MATERIAL PROVIDED:
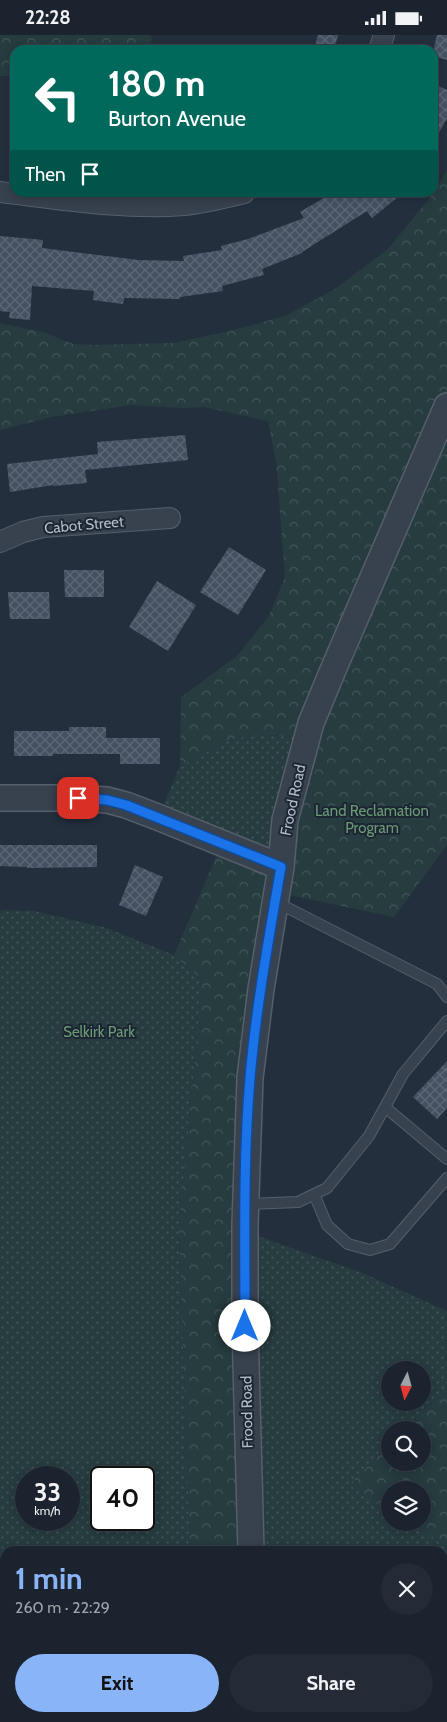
<!DOCTYPE html>
<meta charset="utf-8">
<style>
:root{--surface:#1b232e;--page:#242b36;--text:#f1f3f6;--muted:#a0a4aa;--line:#39404a;--accent:#8ab4f8}
body{margin:0;font-family:Cabin,sans-serif;background:var(--page);color:var(--text);height:100vh;display:flex;flex-direction:column;font-size:19px;white-space:nowrap}
*{box-sizing:border-box;margin:0}
p{font-size:16px;color:var(--muted)}
.icon{flex:none;width:28px;height:28px;fill:none;stroke:currentColor;stroke-width:2;stroke-linecap:round;stroke-linejoin:round}
.map{position:relative;flex:1;overflow:hidden}
.details{position:absolute;left:0px;top:1511px;width:448px;height:176px;display:flex;flex-direction:column;background:var(--surface);border-radius:15px 15px 0 0;box-shadow:0 2px 12px #0003,0 0 0 1px var(--line)}
.details>*{flex:none}
.hud{position:absolute;left:10px;top:10px;width:428px;height:152px;border-radius:15px;box-shadow:0 2px 12px #0003,0 0 0 1px var(--line);background:#00695c;color:#fff;overflow:hidden}
.needle{width:32px;rotate:186deg}
.controls{position:absolute;left:381px;top:1326px;display:grid;gap:10px}
.controls a{display:grid;place-items:center;width:50px;height:50px;border-radius:50%;background:var(--surface);box-shadow:0 2px 12px #0003,0 0 0 1px var(--line);font-size:25px}
.speed{position:absolute;left:15px;top:1431px;display:flex;gap:10px;font-size:25px;font-weight:700;text-align:center}
.speed>*{display:grid;place-content:center;width:65px;height:65px;border-radius:50%;background:var(--surface);box-shadow:0 2px 12px #0003,0 0 0 1px var(--line);line-height:1}
.speed small{font-size:12px;font-weight:400}
.speed .limit{border:2px solid #111;border-radius:8px;background:#fff;color:#111}
.pin{position:absolute;display:grid;place-items:center;width:42px;height:42px;color:#fff;margin:-21px;border-radius:10px;box-shadow:0 2px 8px #0006}
.me{position:absolute;width:55px;margin:-28px;rotate:0deg;stroke-linejoin:round;filter:drop-shadow(0 0 4px #0008)}
.turn{display:flex;align-items:center;gap:18px;height:105px;padding:0 15px;font-size:22px}
.turn .icon{width:65px;height:65px;stroke-width:2.5}
.turn b{display:block;font-size:35px;line-height:42px}
.then{display:flex;align-items:center;height:48px;padding:0 15px;background:#0003;gap:10px;font-size:19px}
.round{display:grid;place-items:center;flex:none;width:52px;height:52px;border-radius:26px;background:var(--page)}
.overview{display:flex;align-items:center;justify-content:space-between;height:85px;padding:0 15px}
h1{font-size:30px;font-weight:700;line-height:38px;color:var(--accent)}
.button{display:flex;gap:10px;margin-top:auto;padding:10px 15px}
.button a{flex:1;height:58px;border-radius:30px;background:var(--accent);color:#111;font-size:20px;font-weight:700;line-height:58px;text-align:center}
.button a+a{background:var(--page);color:var(--text)}
.status{display:flex;justify-content:space-between;align-items:center;height:35px;padding:0 25px;background:var(--surface);direction:ltr}
.status svg{height:14px;fill:currentColor}
.map>svg:first-child{display:block}
.grass{fill:url(#grass-dots);fill-rule:evenodd}
.forest{fill:url(#forest-crowns)}
.building{fill:url(#building-cross-hatch)}
.lines{fill:none;stroke-linecap:round;stroke-linejoin:round}
.service-casing{stroke:#565f6c;stroke-width:12}
.minor-casing{stroke:#565f6c;stroke-width:22}
.tertiary-casing{stroke:#565f6c;stroke-width:28}
.service{stroke:#38414e;stroke-width:10}
.minor{stroke:#38414e;stroke-width:20}
.tertiary{stroke:#38414e;stroke-width:25}
.route-casing{stroke:#114b97;stroke-width:12}
.route{stroke:#1a73e8;stroke-width:9}
.labels{text-anchor:middle;stroke-width:4;stroke-linejoin:round;paint-order:stroke}
.street-label{font-size:15px;fill:#b4bcc9;stroke:#1d2633}
.park-label{font-size:15px;fill:#6b9a76;stroke:#1d2633}
</style>
<div class="status"><b>22:28</b><svg viewBox="0 0 49 12"><path d="M0 12V9h3v3zM5 12V6h3v6zM10 12V3h3v9zM15 12V0h3v12zM26 1h20v11H26zM47 4h2v5h-2z"/></svg></div>
<div class="map">
<svg width="447" height="1687" viewBox="0 0 447 1687">
<defs>
<pattern id="grass-dots" width="8" height="8" patternUnits="userSpaceOnUse" patternTransform="scale(1.25)"><rect width="8" height="8" fill="#263c3f"/><path d="M2 2h.1M6 6h.1" fill="none" stroke="#435659" stroke-width="1.8" stroke-linecap="round"/></pattern>
<pattern id="forest-crowns" width="20" height="18" patternUnits="userSpaceOnUse" patternTransform="scale(1.25)"><rect width="20" height="18" fill="#263c3f"/><path d="M2 6a3 3 0 1 1 6 0M12 15a3 3 0 1 1 6 0" fill="none" stroke="#435659"/></pattern>
<pattern id="building-cross-hatch" width="8" height="8" patternUnits="userSpaceOnUse" patternTransform="scale(1.25)"><rect width="8" height="8" fill="#455162"/><path d="M0 0l8 8M0 8l8-8" fill="none" stroke="#5d6877"/></pattern>
</defs>
<rect width="100%" height="100%" fill="#242f3e"/>
<!-- grass -->
<path class="grass" d="M266,700L317,703L283,832L159,781L180,731L233,703Z
M0,875L34,876L107,893L174,920L202,945L179,1193L190,1516H5V1677L0,1661ZM26,1442H69V1485H26ZM101,1442H144V1485H101Z
M246,1197L360,1237L447,1276V1357L430,1369L404,1395H390V1409L350,1450L390,1475V1488H410L447,1511V1569L443,1561L442,1516H252ZM390,1335H422V1368H390Z
M443,1667H447V1687H259V1683L442,1682Z
M7,1683L184,1682V1687H8Z"/>
<!-- forest -->
<path class="forest" d="M0,0H148L152,2L148,15H15V41H0Z
M447,135V810L394,882L279,858L251,1044L252,1516H190L179,1193L202,945L174,920L223,806L282,831L317,703L266,700L233,703L180,731L181,662L237,621L269,581L285,542L276,426L268,386L204,372L183,373L131,370L52,382L0,395V288L43,297L73,309L93,310L173,308L230,296L285,281L335,254L388,214L429,164Z
M447,1357V1511L410,1488H422V1455H390V1475L349,1450L390,1409V1428H422V1395H404L430,1369Z
M184,1682L259,1683V1687H184Z"/>
<!-- building -->
<path class="building" d="M318,0H338L334,15H314Z
M437,0H447V25L432,21Z
M432,48L447,55V83L432,111Z
M332,158H403L372,183L367,176L302,217V218L262,234L264,240L222,251L223,256L180,262V264L124,263L123,269L93,265L94,256L32,251L30,285L9,283L10,277L0,276V201L43,205L42,213L138,225L184,226L183,221L222,215L221,211L248,204L304,183L300,177Z
M185,400L188,425L85,435L87,448L53,451V450L10,457L7,429L98,419L97,407Z
M229,512L266,535L238,580L200,557Z
M64,535H104V562H65Z
M157,546L196,570L168,616L129,592Z
M8,557H49L50,584H10Z
M69,692H106V703H160V729H120V719H53V721H14V696H69Z
M0,810H97V832L27,833V832L0,831Z
M135,830L163,842L146,881L119,870Z
M447,1026V1073L437,1084L413,1062Z"/>
<g class="lines">
<!-- service casing -->
<g class="service-casing">
<path id="service" d="M276,867L437,949L447,962
M385,1072L447,1124
M314,1159L327,1190L348,1209L370,1215L390,1209L447,1143
M245,1169L298,1167L327,1153L369,1101L403,1039L447,986"/>
</g>
<!-- minor casing -->
<g class="minor-casing">
<path id="minor" d="M379,15L384,0
M0,157C58,164 125,175 184,170C204,168 224,163 244,158
M0,507L23,497L43,492L170,483"/>
</g>
<!-- tertiary casing -->
<g class="tertiary-casing">
<path id="tertiary" d="M0,763H78L107,765L126,770L155,781L281,832
M251,1516L245,1291V1189L250,1043L261,954L281,832L285,785L311,688L333,635L447,371
M257,1682L258,1687"/>
</g>
<!-- service -->
<use href="#service" class="service"/>
<!-- minor -->
<use href="#minor" class="minor"/>
<!-- tertiary -->
<use href="#tertiary" class="tertiary"/>
</g>
<g class="lines">
<!-- route casing -->
<g class="route-casing">
<path id="route" d="M78,763L107,765L126,770L281,832C269,902 256,973 250,1043C243,1125 245,1209 245,1291"/>
</g>
<!-- route -->
<use href="#route" class="route"/>
</g>
<g class="labels">
<!-- street labels -->
<g class="street-label">
<text transform="translate(84 490) rotate(-5)" y="5">Cabot Street</text>
<text transform="translate(293 765) rotate(-78)" y="5">Frood Road</text>
<text transform="translate(247 1377) rotate(-91)" y="5">Frood Road</text>
</g>
<!-- park labels -->
<g class="park-label">
<text x="372" y="781">Land Reclamation<tspan x="372" dy="17">Program</tspan></text>
<text x="99" y="1002">Selkirk Park</text>
</g>
</g>
</svg>
<div class="controls">
<a><svg class="needle" viewBox="-14 -14 28 28"><path d="M0-13l5 13h-10z" fill="#e53935"/><path d="M0 13l5-13h-10z" fill="#a0a4aa"/></svg></a>
<a><svg class="icon" aria-label="search" viewBox="0 0 24 24"><circle cx="10" cy="10" r="6"/><path d="M15 15l6 6"/></svg></a>
<a><svg class="icon" aria-label="layers" viewBox="0 0 24 24"><path d="M12 4l9 5-9 5-9-5zM3 14l9 5 9-5"/></svg></a>
</div>
<div class="speed"><div>33<small>km/h</small></div><div class="limit">40</div></div>
<div class="pin" style="left:78px;top:763px;background:#d93025"><svg class="icon" aria-label="arrive" viewBox="0 0 24 24"><path d="M6 21V4h12l-3 4 3 4H6"/></svg></div>
<svg class="me" style="left:245px;top:1291px" viewBox="-20 -20 40 40"><circle r="19" fill="#fff"/><path d="M0-13L10 11 0 6-10 11z" fill="#1a73e8"/></svg>
<div class="hud">
<div class="turn"><svg class="icon" aria-label="left" viewBox="0 0 24 24"><path d="M17 20v-9H6M10 6l-5 5 5 5"/></svg><div><b>180 m</b>Burton Avenue</div></div>
<div class="then">Then<svg class="icon" aria-label="arrive" viewBox="0 0 24 24"><path d="M6 21V4h12l-3 4 3 4H6"/></svg></div>
</div>
<section class="details">
<div class="overview"><div><h1>1 min</h1><p>260 m · 22:29</p></div><a class="round"><svg class="icon" aria-label="close" viewBox="0 0 24 24"><path d="M6 6l12 12M18 6L6 18"/></svg></a></div>
<div class="button"><a>Exit</a><a>Share</a></div>
</section>
</div>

WHAT IS NEEDED:
Please find every line in the records that contains the word "direction", and copy it out.

RESULT:
body{margin:0;font-family:Cabin,sans-serif;background:var(--page);color:var(--text);height:100vh;display:flex;flex-direction:column;font-size:19px;white-space:nowrap}
.details{position:absolute;left:0px;top:1511px;width:448px;height:176px;display:flex;flex-direction:column;background:var(--surface);border-radius:15px 15px 0 0;box-shadow:0 2px 12px #0003,0 0 0 1px var(--line)}
.status{display:flex;justify-content:space-between;align-items:center;height:35px;padding:0 25px;background:var(--surface);direction:ltr}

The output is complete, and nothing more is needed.